## Task prompt
Every line below that holds "Adams" must be copied.

(Data extracted from a collection)
%%

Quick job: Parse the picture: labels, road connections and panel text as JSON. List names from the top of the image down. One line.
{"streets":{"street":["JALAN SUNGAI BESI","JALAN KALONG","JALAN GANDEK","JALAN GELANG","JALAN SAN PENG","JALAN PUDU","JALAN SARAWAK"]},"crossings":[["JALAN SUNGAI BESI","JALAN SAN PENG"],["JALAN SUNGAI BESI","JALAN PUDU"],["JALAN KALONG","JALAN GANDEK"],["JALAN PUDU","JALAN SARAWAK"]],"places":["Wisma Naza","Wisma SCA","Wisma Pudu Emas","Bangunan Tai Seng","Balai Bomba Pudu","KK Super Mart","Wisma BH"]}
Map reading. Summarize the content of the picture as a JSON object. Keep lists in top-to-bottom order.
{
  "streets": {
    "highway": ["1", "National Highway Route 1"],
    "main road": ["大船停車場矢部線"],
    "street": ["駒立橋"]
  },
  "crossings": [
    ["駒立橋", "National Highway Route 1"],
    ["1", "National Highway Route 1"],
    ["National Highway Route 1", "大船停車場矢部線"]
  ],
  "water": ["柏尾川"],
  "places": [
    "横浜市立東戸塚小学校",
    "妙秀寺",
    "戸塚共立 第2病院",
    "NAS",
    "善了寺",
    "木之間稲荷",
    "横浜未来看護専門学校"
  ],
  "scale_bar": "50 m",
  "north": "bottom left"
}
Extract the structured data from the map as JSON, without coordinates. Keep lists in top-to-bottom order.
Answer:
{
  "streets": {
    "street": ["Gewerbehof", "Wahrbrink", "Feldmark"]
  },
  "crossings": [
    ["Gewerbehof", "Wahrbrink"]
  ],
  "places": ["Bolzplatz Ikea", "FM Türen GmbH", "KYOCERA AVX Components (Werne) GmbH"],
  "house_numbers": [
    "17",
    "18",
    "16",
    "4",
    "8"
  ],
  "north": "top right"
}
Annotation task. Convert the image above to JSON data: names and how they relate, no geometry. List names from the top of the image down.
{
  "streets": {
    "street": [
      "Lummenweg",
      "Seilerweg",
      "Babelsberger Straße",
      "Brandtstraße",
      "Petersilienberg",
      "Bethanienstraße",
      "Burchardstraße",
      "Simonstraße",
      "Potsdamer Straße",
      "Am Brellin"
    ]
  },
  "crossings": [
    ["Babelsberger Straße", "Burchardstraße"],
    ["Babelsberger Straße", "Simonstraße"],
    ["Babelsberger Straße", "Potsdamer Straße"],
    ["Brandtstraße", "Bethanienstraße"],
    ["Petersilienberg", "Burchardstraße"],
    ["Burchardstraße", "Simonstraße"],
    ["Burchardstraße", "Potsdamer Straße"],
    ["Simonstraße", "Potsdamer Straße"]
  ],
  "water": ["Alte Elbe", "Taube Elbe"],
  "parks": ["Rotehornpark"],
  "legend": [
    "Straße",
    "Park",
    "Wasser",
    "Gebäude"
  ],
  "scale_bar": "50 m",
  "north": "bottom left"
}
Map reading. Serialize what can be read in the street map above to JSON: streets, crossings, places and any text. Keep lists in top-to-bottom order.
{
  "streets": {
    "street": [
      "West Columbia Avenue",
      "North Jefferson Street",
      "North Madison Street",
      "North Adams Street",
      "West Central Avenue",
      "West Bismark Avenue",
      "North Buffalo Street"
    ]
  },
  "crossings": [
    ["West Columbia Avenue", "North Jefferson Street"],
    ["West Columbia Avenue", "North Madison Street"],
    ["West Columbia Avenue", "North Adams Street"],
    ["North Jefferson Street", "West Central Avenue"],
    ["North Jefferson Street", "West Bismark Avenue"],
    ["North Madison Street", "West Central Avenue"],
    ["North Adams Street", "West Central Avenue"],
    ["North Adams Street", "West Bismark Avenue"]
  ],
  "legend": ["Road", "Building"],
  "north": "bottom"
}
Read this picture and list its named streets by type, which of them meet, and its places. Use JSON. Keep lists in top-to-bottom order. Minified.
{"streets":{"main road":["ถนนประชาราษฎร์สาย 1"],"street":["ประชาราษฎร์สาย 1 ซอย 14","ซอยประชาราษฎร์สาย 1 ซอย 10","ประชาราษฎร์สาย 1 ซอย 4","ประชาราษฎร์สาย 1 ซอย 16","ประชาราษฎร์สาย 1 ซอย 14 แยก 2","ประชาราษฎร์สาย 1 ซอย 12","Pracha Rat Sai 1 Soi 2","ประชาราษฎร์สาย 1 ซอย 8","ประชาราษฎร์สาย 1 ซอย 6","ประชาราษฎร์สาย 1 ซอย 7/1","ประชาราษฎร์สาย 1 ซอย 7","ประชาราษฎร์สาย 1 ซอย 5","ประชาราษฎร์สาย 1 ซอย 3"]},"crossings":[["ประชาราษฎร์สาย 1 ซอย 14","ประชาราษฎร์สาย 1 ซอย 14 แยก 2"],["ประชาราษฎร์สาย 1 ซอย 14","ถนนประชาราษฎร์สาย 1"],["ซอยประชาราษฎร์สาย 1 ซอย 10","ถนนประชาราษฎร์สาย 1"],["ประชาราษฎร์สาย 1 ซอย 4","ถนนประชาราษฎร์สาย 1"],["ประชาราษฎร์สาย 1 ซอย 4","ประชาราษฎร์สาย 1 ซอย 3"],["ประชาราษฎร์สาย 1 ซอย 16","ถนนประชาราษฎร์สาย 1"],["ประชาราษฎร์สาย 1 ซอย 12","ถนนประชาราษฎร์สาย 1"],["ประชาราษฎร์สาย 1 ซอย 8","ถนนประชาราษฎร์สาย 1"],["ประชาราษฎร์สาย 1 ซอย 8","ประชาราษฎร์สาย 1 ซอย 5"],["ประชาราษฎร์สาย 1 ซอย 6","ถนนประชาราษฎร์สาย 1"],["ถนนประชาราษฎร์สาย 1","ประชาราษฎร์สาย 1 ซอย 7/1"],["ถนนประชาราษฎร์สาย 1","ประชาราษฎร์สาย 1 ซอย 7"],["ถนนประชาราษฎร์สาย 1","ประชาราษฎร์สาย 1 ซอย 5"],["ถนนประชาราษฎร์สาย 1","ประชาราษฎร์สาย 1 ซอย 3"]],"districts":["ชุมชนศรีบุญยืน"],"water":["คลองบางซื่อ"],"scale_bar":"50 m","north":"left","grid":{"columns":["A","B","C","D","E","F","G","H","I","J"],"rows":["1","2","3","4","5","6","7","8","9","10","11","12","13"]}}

%%

## Finished task
      "North Adams Street",
    ["West Columbia Avenue", "North Adams Street"],
    ["North Adams Street", "West Central Avenue"],
    ["North Adams Street", "West Bismark Avenue"]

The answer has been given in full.